PROBLEM
Please restate the listing below in full, word for word.

===== ENTRIES PROVIDED

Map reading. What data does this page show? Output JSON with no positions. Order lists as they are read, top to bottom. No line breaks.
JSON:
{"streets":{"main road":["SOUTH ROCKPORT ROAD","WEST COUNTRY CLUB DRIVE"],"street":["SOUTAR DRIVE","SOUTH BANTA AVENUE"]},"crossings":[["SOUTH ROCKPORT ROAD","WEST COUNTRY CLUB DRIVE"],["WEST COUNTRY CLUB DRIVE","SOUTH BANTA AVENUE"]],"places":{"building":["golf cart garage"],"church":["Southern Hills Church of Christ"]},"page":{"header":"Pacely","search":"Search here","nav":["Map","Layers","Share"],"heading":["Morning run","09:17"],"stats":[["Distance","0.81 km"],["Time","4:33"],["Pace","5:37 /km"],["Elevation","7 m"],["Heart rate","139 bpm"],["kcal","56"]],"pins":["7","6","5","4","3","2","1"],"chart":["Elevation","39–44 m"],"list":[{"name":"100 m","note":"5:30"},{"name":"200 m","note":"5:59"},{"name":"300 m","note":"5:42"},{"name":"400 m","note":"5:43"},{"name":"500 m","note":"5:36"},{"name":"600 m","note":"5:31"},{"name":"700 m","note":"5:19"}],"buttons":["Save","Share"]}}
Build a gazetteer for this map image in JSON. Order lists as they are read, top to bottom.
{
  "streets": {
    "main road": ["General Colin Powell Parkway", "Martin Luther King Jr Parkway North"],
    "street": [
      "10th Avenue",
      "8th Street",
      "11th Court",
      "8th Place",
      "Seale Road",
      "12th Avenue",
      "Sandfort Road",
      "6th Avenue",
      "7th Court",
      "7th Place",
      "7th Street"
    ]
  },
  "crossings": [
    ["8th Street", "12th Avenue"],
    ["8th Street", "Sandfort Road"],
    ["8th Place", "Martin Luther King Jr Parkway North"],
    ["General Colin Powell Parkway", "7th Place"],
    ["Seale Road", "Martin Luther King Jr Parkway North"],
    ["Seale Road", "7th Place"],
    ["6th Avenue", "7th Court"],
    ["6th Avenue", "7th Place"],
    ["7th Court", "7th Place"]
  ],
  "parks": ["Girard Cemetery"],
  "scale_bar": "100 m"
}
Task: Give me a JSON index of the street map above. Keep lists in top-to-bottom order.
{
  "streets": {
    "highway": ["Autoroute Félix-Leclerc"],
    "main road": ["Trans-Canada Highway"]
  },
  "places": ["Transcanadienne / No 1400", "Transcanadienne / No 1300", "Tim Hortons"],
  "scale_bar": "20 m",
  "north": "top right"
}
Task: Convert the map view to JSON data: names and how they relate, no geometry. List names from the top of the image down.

==========

COMPLETED TASK
Map reading. What data does this page show? Output JSON with no positions. Order lists as they are read, top to bottom. No line breaks.
JSON:
{"streets":{"main road":["SOUTH ROCKPORT ROAD","WEST COUNTRY CLUB DRIVE"],"street":["SOUTAR DRIVE","SOUTH BANTA AVENUE"]},"crossings":[["SOUTH ROCKPORT ROAD","WEST COUNTRY CLUB DRIVE"],["WEST COUNTRY CLUB DRIVE","SOUTH BANTA AVENUE"]],"places":{"building":["golf cart garage"],"church":["Southern Hills Church of Christ"]},"page":{"header":"Pacely","search":"Search here","nav":["Map","Layers","Share"],"heading":["Morning run","09:17"],"stats":[["Distance","0.81 km"],["Time","4:33"],["Pace","5:37 /km"],["Elevation","7 m"],["Heart rate","139 bpm"],["kcal","56"]],"pins":["7","6","5","4","3","2","1"],"chart":["Elevation","39–44 m"],"list":[{"name":"100 m","note":"5:30"},{"name":"200 m","note":"5:59"},{"name":"300 m","note":"5:42"},{"name":"400 m","note":"5:43"},{"name":"500 m","note":"5:36"},{"name":"600 m","note":"5:31"},{"name":"700 m","note":"5:19"}],"buttons":["Save","Share"]}}
Build a gazetteer for this map image in JSON. Order lists as they are read, top to bottom.
{
  "streets": {
    "main road": ["General Colin Powell Parkway", "Martin Luther King Jr Parkway North"],
    "street": [
      "10th Avenue",
      "8th Street",
      "11th Court",
      "8th Place",
      "Seale Road",
      "12th Avenue",
      "Sandfort Road",
      "6th Avenue",
      "7th Court",
      "7th Place",
      "7th Street"
    ]
  },
  "crossings": [
    ["8th Street", "12th Avenue"],
    ["8th Street", "Sandfort Road"],
    ["8th Place", "Martin Luther King Jr Parkway North"],
    ["General Colin Powell Parkway", "7th Place"],
    ["Seale Road", "Martin Luther King Jr Parkway North"],
    ["Seale Road", "7th Place"],
    ["6th Avenue", "7th Court"],
    ["6th Avenue", "7th Place"],
    ["7th Court", "7th Place"]
  ],
  "parks": ["Girard Cemetery"],
  "scale_bar": "100 m"
}
Task: Give me a JSON index of the street map above. Keep lists in top-to-bottom order.
{
  "streets": {
    "highway": ["Autoroute Félix-Leclerc"],
    "main road": ["Trans-Canada Highway"]
  },
  "places": ["Transcanadienne / No 1400", "Transcanadienne / No 1300", "Tim Hortons"],
  "scale_bar": "20 m",
  "north": "top right"
}
Task: Convert the map view to JSON data: names and how they relate, no geometry. List names from the top of the image down.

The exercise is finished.